By 10pm on Tuesday, The Reds had already done their bit - limping over the line into the next round after resisting a savage second-half onslaught from John the Toaster and his fearless army of Gerard Butlers (although a lochos of Spartans missed the drama after their bus cruelly packed in at Lancaster services).
By 10.21pm, City - sorry, FC - had almost completed their task, too. All they had to do was survive one more minute.
But like a second draught pint at Penny Black, Chester V2 prove to be as equally insipid as the first.
The Blues conceded an equaliser in the 119th minute - a goal scored by our old pal Mike “Floss” Fondop - and lost on pens to Oldham.
There would be no derby after all.
A strange, sundry response of schadenfreude, irritation and relief greeted the result among Reds fans and NW Police - whose expressions would have yo-yoed from grins to grimaces when they remembered a Wrexham-Oldham tie would still prove to be just as much of a peacekeeping nightmare. Indeed, kick-off for that one has already been shifted to lunchtime on the Sabbath.
But whether you wanted Chester or didn’t, it doesn’t matter now. The big picture is that we’re through to the first round proper, and the stage is set for an FA Cup run to remember.
But Bonfire Night is barely a colourful speck in the distance this weekend. Immediate attention turns towards a decidedly less appealing fixture in the league…
The Ghosts of Meadow Park
A hike to Hertfordshire beckons this weekend as the Reds wander through Southern England to Boreham Wood - a toddler of a club backed by 700 passive supporters each week.
Wood - aka Mini Arsenal - aren’t exactly the biggest nor the most popular team in the fifth tier, but they are proving that history and crowds count for absolutely jack shit down here. Indeed, manager Luke Garrard has piloted his diminutive aircraft right up into the non-league clouds in 2022 - flying high alongside former Football League Airbuses like ourselves, Chesterfield and Notts County.
Wood are having a good old season, but even if they weren’t, Reds fans probably wouldn’t be bouncing with excitement at the prospect of revisiting Meadow Park given what happened there back in May.
Indeed, it’s a good job that Tyler French still isn’t with us this season - as the poor lad would have likely experienced some sort of Vietnam Flashback upon seeing the same 18-yard box where he made a catastrophic foul to gift 10-man Wood a point in May (a result which put one Quasi Manc hand on the title).

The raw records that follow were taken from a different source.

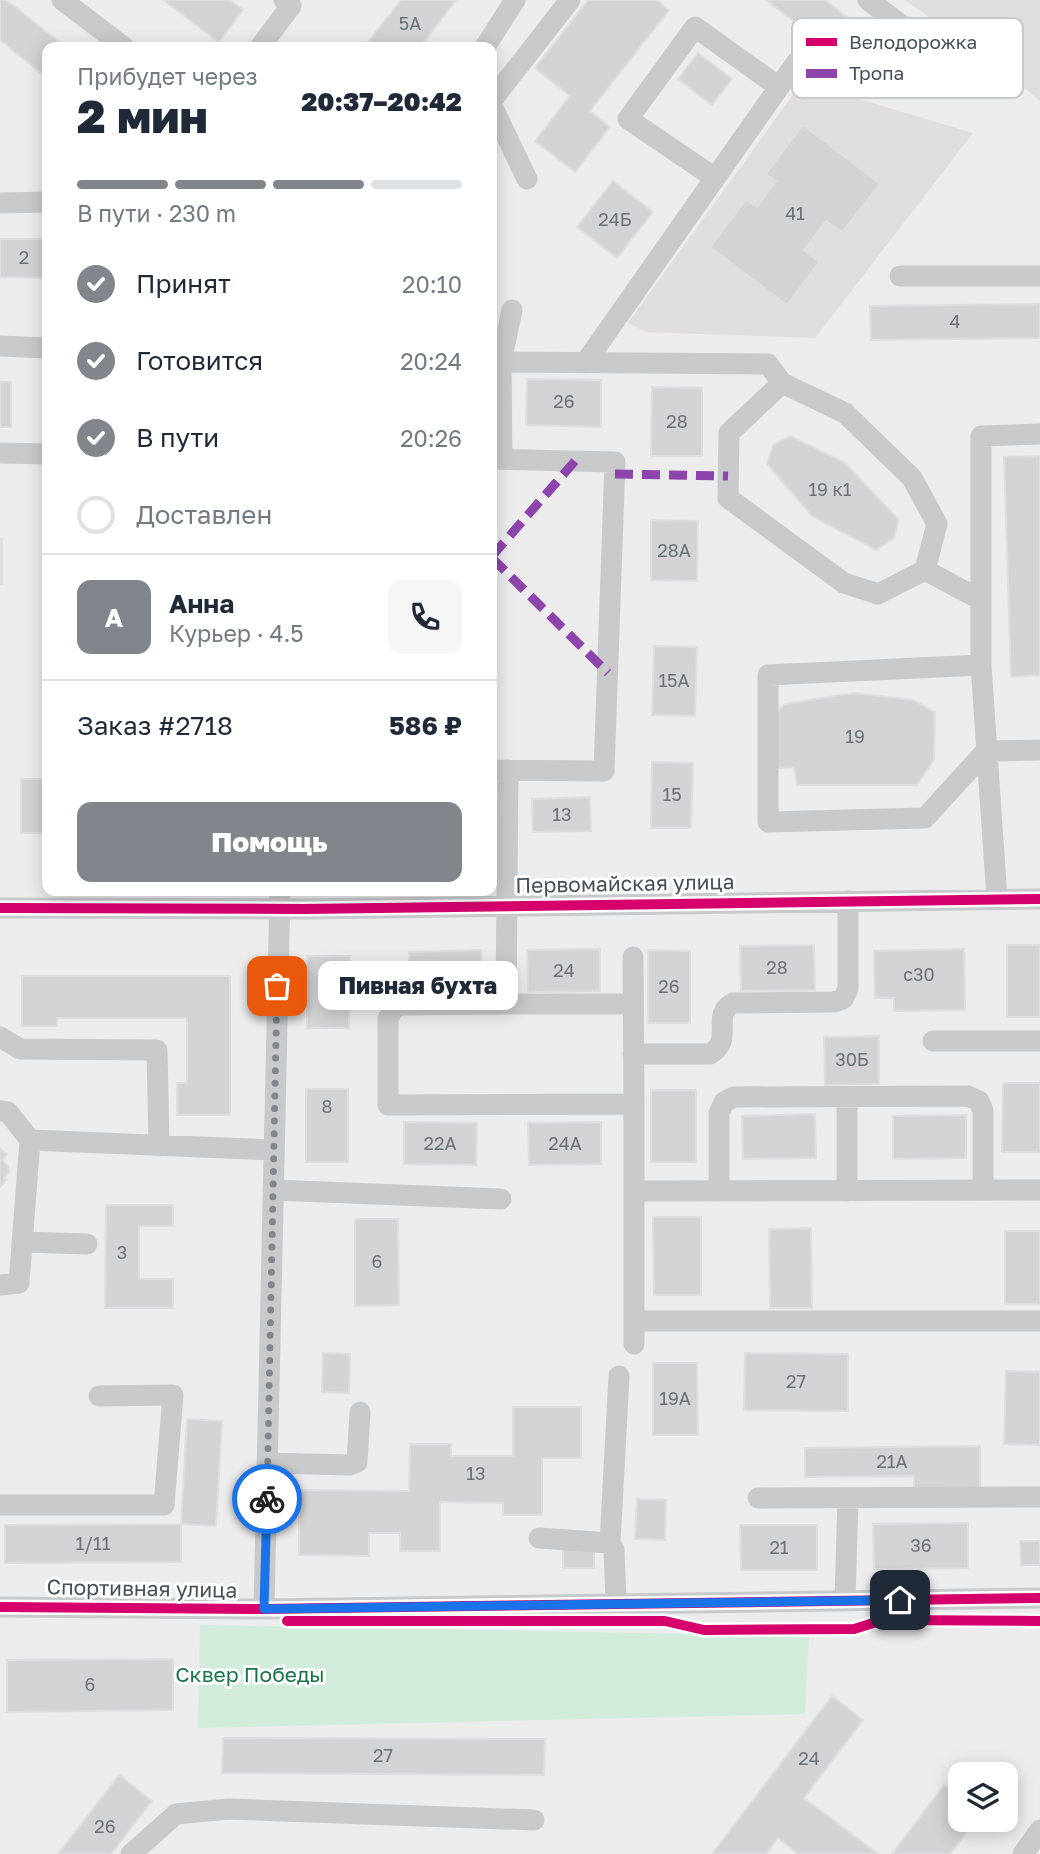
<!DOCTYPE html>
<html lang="ru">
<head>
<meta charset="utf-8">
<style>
  :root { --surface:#fff; --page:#f6f6f7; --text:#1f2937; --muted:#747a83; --line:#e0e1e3; --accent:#80868c }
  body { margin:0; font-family:"Golos Text",sans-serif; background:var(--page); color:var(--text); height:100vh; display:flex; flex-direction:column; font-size:26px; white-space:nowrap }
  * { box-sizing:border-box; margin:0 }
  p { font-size:23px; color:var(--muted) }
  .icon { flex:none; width:38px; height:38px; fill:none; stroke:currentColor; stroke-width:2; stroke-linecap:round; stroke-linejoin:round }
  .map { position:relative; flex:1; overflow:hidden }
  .side { position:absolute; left:42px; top:42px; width:455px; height:854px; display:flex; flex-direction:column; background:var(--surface); border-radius:14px; box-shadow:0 4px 18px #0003 }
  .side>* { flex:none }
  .fabs { position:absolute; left:948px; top:1762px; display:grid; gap:14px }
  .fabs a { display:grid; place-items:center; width:70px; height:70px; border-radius:14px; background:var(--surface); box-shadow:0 4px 18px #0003; font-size:35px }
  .pin { position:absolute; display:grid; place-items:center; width:60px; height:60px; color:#fff; margin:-30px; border-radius:14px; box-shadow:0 4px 10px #0006 }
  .courier { position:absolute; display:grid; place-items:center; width:70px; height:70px; margin:-35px; border:5px solid #1a73e8; border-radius:50%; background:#fff; color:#222; box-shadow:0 2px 9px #0007 }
  .bubble { position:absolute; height:49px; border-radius:14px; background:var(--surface); box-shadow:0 4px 18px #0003; font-size:23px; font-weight:800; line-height:49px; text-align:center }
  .headline em { font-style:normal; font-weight:800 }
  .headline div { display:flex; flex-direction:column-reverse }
  .headline { display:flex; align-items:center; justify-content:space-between; height:119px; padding:0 35px }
  h1 { font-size:46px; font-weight:800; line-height:52px }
  .bar { display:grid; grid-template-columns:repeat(4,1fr); gap:10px 7px; align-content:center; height:84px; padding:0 35px }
  .bar i { height:9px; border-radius:5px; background:var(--line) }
  .bar .on { background:var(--accent) }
  .bar p { grid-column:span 4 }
  .line { display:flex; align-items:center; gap:18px; padding:0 35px; border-top:2px solid var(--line) }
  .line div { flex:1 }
  .round { display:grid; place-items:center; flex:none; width:74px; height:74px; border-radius:14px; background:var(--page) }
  ol { padding:0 35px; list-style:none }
  li { display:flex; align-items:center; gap:21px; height:77px }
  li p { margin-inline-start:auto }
  li .icon { padding:7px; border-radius:50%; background:var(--accent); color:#fff; stroke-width:4 }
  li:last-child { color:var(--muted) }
  li i { width:38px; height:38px; border:4px solid var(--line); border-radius:50% }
  .cta { display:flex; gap:14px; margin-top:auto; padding:14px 35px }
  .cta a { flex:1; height:80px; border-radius:14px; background:var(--accent); color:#fff; font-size:28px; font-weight:800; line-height:80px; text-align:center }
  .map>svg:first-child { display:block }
  .education { fill:#dfddde }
  .green { fill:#d1ecdb }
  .building { fill:#d3d3d5; stroke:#dededf; stroke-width:2 }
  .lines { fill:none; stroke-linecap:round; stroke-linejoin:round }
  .minor { stroke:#c7c9cb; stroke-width:21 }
  .quiet { stroke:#8e44ad; stroke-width:9; stroke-dasharray:18 9; stroke-linecap:butt }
  .cycleway-casing { stroke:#fff; stroke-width:15 }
  .cycleway { stroke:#d6006c; stroke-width:10 }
  .done { stroke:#80868c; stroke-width:7; stroke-dasharray:0 12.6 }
  .route { stroke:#1a73e8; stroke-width:9 }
  .labels { text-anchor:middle; stroke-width:6; stroke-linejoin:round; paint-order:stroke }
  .number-label { font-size:18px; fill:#6a7278 }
  .street-label { font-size:21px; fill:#454f58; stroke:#fff }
  .park-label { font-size:21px; fill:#197547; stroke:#fff }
  .key { fill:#fff; stroke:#c7cacd; stroke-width:2 }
  .key-label { font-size:19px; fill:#454f58 }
</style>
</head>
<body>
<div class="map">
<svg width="1040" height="1854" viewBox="0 0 1040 1854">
  <rect width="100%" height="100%" fill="#edecec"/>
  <path class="education" d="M 905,0 L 1040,0 L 1040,101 L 982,54 Z
    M 802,82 L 973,133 L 815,338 L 646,332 L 628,323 Z"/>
  <path class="green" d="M 200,1625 L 809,1636 L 805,1714 L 198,1728 Z"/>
  <path class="building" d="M 0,0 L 6,0 L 66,47 L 47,47 L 47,78 L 0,40 Z
    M 163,0 L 230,0 L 243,10 L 219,42 Z
    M 401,0 L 456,0 L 420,47 L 364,47 Z
    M 588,0 L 656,0 L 669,10 L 590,111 L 610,127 L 575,172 L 535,141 L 570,96 L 535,68 Z
    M 766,0 L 825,0 L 869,34 L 847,62 Z
    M 698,53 L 732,79 L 712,105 L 678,79 Z
    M 803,125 L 880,184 L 842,232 L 826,221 L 804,250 L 819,262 L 787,305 L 710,247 L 746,200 L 757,207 L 776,181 L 766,174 Z
    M 613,181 L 653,212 L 617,258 L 577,227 Z
    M 0,239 L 47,239 L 47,278 L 0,277 Z
    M 1040,304 L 1040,338 L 871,340 L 870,306 Z
    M 527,379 L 601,380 L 601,427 L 526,425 Z
    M 0,382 L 11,382 L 11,427 L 0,427 Z
    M 652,387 L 702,388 L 702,456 L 651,456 Z
    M 790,436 L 844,462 L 899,520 L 894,538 L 876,550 L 812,516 L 767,464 L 773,445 Z
    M 1040,456 L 1040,675 L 1011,677 L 1004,457 Z
    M 651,520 L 698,521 L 697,581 L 651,580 Z
    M 45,538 L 47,538 L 47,582 L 44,582 Z
    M 0,539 L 2,539 L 2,584 L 0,584 Z
    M 654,646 L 697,647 L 695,716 L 652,715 Z
    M 854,693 L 913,700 L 935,712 L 934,760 L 917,785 L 797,785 L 794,767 L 777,768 L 774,714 L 785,704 Z
    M 652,762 L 693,763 L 691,828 L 651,828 Z
    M 21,779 L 47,779 L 47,833 L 21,833 Z
    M 590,797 L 591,831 L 533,832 L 532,799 Z
    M 814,945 L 815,990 L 741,991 L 740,946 Z
    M 1007,945 L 1040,945 L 1040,1017 L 1007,1017 Z
    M 600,949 L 600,991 L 528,992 L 527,950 Z
    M 964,949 L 965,1010 L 894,1011 L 894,998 L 875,998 L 874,951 Z
    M 481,950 L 482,992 L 409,994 L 409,952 Z
    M 648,950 L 690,951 L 690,1023 L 648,1023 Z
    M 307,956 L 350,956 L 349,1028 L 307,1028 Z
    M 22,976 L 230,976 L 230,1115 L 177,1115 L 177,1083 L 187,1083 L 187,1018 L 57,1018 L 57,1026 L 22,1026 Z
    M 879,1036 L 879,1084 L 825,1085 L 824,1037 Z
    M 1003,1083 L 1040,1083 L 1040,1152 L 1002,1152 Z
    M 306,1089 L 348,1089 L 348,1162 L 306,1162 Z
    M 651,1090 L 696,1090 L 696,1162 L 651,1162 Z
    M 815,1114 L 816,1158 L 743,1159 L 742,1116 Z
    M 966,1115 L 966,1158 L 893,1159 L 893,1116 Z
    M 404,1122 L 477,1123 L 476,1165 L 404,1164 Z
    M 601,1122 L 601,1164 L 529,1165 L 528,1123 Z
    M 0,1149 L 7,1154 L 2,1160 L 8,1166 L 9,1172 L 4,1178 L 6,1180 L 0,1187 Z
    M 106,1205 L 173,1205 L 173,1226 L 139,1226 L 139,1279 L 173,1279 L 173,1308 L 105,1308 Z
    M 653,1217 L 701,1217 L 701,1295 L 654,1295 Z
    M 355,1219 L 398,1219 L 399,1305 L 355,1306 Z
    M 811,1228 L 812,1308 L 770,1308 L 769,1229 Z
    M 1005,1231 L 1040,1231 L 1040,1304 L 1005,1304 Z
    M 323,1353 L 350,1354 L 349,1393 L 322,1392 Z
    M 745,1353 L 848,1354 L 848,1411 L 744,1410 Z
    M 653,1363 L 697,1363 L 698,1435 L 653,1435 Z
    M 1006,1371 L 1040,1372 L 1040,1445 L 1004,1444 Z
    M 513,1407 L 581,1407 L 581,1458 L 542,1458 L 542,1515 L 503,1515 L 503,1503 L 440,1502 L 440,1551 L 400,1551 L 400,1533 L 369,1533 L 369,1556 L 299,1555 L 299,1490 L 409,1491 L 410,1444 L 451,1444 L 451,1456 L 513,1456 Z
    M 187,1419 L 222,1421 L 216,1526 L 181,1524 Z
    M 980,1446 L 980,1488 L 914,1488 L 914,1476 L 805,1477 L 805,1448 Z
    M 637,1499 L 666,1500 L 665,1540 L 635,1539 Z
    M 968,1523 L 968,1568 L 874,1569 L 873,1524 Z
    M 181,1524 L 181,1562 L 5,1563 L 5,1525 Z
    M 740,1525 L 817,1525 L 817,1570 L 741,1570 Z
    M 1020,1541 L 1040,1541 L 1040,1565 L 1021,1565 Z
    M 563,1548 L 594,1548 L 594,1568 L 563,1568 Z
    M 173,1659 L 173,1710 L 7,1712 L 7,1660 Z
    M 832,1696 L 863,1720 L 804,1798 L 878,1854 L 798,1854 L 778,1838 L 766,1854 L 712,1854 Z
    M 223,1738 L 545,1739 L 544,1775 L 222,1773 Z
    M 119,1775 L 152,1801 L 111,1854 L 58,1854 Z
    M 944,1785 L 961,1798 L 961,1820 L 976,1820 L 950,1854 L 892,1854 Z"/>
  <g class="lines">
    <path class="minor" d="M 62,0 L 124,47
      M 260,47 L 291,6 L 284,0
      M 485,47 L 515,0
      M 492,100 L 570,0
      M 492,106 L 527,179
      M 715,178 L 628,119 L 695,27 L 779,87
      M 0,203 L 47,202
      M 900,276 L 1040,276
      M 0,346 L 47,348
      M 492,362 L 768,364 L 782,383
      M 585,363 L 796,63 L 871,85 L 908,30 L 868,0
      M 0,453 L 47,454
      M 492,459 L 615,462 L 604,771 L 492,770
      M 502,459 L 501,362 L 512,310
      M 925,570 L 937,524 L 912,478 L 845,413 L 782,383 L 729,433 L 728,498 L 844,583 L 878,594 L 925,570 L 981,600
      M 981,665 L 981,436 L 1040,434
      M 508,770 L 506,1004 L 401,1005 L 393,1009 L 388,1019 L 388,1105 L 634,1104 L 633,957
      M 997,899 L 981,665 L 768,675 L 768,822 L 925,818 L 986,751 L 1040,750
      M 0,908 L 304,909 L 1040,899
      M 506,1004 L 633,1004
      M 0,1037 L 20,1049 L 157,1050 L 159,1146
      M 933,1041 L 1040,1041
      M 633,1054 L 710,1054 C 735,1040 710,1015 733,1003 L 834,1002 L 843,999 L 848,989 L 848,901
      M 847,1097 L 847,1191
      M 634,1104 L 634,1344
      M 0,1111 L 8,1112 L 30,1140 L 19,1283 L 0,1285
      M 30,1140 L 274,1150
      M 273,1190 L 501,1199
      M 634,1191 L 1040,1190
      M 719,1191 L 719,1113 L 724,1102 L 734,1097 L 968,1096 L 979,1101 L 983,1111 L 983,1190
      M 22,1242 L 87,1244
      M 634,1321 L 1040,1321
      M 267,1463 L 350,1465 L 357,1462 L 360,1412
      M 758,1498 L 1040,1497
      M 0,1505 L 164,1505 L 173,1395 L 99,1396
      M 539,1538 L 610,1543 L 614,1550 L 616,1603
      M 610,1543 L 619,1376
      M 845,1600 L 848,1498
      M 0,1607 L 264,1609 L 1040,1598
      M 264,1609 L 280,891
      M 131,1854 L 176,1814 L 229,1809 L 534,1820
      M 1023,1854 L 1040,1830"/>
    <path class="quiet" d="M 615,474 L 728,476
      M 492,556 L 575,461
      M 492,558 L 608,673"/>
    <defs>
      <path id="cycleway" d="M 0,908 L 304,909 L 1040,899
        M 0,1607 L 264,1609 L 1040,1598
        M 287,1621 L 665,1621 L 704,1630 L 854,1629 L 883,1620 L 1040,1621"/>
    </defs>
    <use href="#cycleway" class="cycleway-casing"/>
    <use href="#cycleway" class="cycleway"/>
  </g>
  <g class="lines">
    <path class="done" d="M 267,1499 L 277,986"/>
    <path class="route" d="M 267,1499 L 264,1609 L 900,1600"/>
  </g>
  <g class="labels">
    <g class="number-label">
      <text x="410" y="30">5А</text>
      <text x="795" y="220">41</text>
      <text x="615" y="226">24Б</text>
      <text x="24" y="264">2</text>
      <text x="955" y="328">4</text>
      <text x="564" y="408">26</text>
      <text x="677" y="428">28</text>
      <text x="830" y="496">19 к1</text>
      <text x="674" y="557">28А</text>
      <text x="674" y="687">15А</text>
      <text x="855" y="743">19</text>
      <text x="672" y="801">15</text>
      <text x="562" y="821">13</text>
      <text x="777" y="974">28</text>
      <text x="564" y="977">24</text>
      <text x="919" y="981">с30</text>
      <text x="669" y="993">26</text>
      <text x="852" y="1066">30Б</text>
      <text x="327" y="1113">8</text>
      <text x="440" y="1150">22А</text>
      <text x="565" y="1150">24А</text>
      <text x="122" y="1259">3</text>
      <text x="377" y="1268">6</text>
      <text x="796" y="1388">27</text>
      <text x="675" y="1405">19А</text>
      <text x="892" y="1468">21А</text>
      <text x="476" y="1480">13</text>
      <text x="93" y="1550">1/11</text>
      <text x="921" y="1552">36</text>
      <text x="779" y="1554">21</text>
      <text x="90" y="1691">6</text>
      <text x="383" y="1762">27</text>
      <text x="809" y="1765">24</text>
      <text x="105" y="1833">26</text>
    </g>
    <g class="street-label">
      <text transform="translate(625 884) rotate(-1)" y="7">Первомайская улица</text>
      <text transform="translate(142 1589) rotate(1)" y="7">Спортивная улица</text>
    </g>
    <g class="park-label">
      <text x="250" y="1682">Сквер Победы</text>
    </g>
  </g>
  <rect x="792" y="18" width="231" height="80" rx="10" class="key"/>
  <rect x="806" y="38" width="31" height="8" fill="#d6006c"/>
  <rect x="806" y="69" width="31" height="9" fill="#8e44ad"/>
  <g class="key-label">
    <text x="849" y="49">Велодорожка</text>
    <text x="849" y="80">Тропа</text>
  </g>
</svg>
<div class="fabs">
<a><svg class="icon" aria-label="layers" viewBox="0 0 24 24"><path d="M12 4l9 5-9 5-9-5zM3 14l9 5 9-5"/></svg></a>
</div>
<div class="pin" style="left:277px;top:986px;background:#ea580c"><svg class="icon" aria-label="bag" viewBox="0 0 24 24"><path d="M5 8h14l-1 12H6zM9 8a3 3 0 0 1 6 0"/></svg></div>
<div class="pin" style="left:900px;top:1600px;background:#1f2937"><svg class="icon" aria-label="home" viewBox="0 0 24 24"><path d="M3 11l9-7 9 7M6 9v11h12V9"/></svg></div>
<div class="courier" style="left:267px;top:1499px"><svg class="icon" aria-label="bike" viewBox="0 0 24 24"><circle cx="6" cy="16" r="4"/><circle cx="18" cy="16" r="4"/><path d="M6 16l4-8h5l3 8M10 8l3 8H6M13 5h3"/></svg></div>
<div class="bubble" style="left:318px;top:961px;width:200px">Пивная бухта</div>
<section class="side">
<div class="headline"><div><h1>2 мин</h1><p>Прибудет через</p></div><em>20:37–20:42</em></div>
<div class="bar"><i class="on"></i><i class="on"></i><i class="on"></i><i></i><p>В пути · 230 m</p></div>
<ol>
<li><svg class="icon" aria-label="check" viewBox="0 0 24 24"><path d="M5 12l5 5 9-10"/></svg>Принят<p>20:10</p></li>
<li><svg class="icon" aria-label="check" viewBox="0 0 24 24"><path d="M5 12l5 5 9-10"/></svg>Готовится<p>20:24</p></li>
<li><svg class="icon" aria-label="check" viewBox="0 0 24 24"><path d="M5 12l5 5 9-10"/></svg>В пути<p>20:26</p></li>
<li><i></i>Доставлен</li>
</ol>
<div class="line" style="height:126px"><b class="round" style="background:var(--accent);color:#fff">А</b><div><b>Анна</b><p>Курьер · 4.5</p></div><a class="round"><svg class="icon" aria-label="phone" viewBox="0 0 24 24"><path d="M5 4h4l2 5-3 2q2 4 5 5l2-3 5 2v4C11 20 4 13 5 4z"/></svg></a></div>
<div class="line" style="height:91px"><div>Заказ #2718</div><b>586 ₽</b></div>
<div class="cta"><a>Помощь</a></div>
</section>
</div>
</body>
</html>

If only ex-Wrexham-player-turned-ghostbuster Derek Acorah was alive today: We could do with some help to banish the demonic memories of Meadow Park that have haunted us since last year.
Still, it’s worth us remembering the past is the past, and when things are going good, you’re better looking ahead rather than back. Garrard’s gang will certainly vouch for that. Boreham Wood might be younger than Dixie McNeil, but they are scribbling fiercely to write a fresh chapter in the history books by going for promotion. They will be tough competition on Saturday - buoyed by Wrexham’s slightly ropey away record.
It’s a tricky one to call. Would we be happy with a point?
The Red allocation is pretty much maxed out again, and by the time kick-off rolls around, the mood among the Welsh will be more optimistic.
We’re nearly a third of the way through the season already and things are looking pretty damn decent.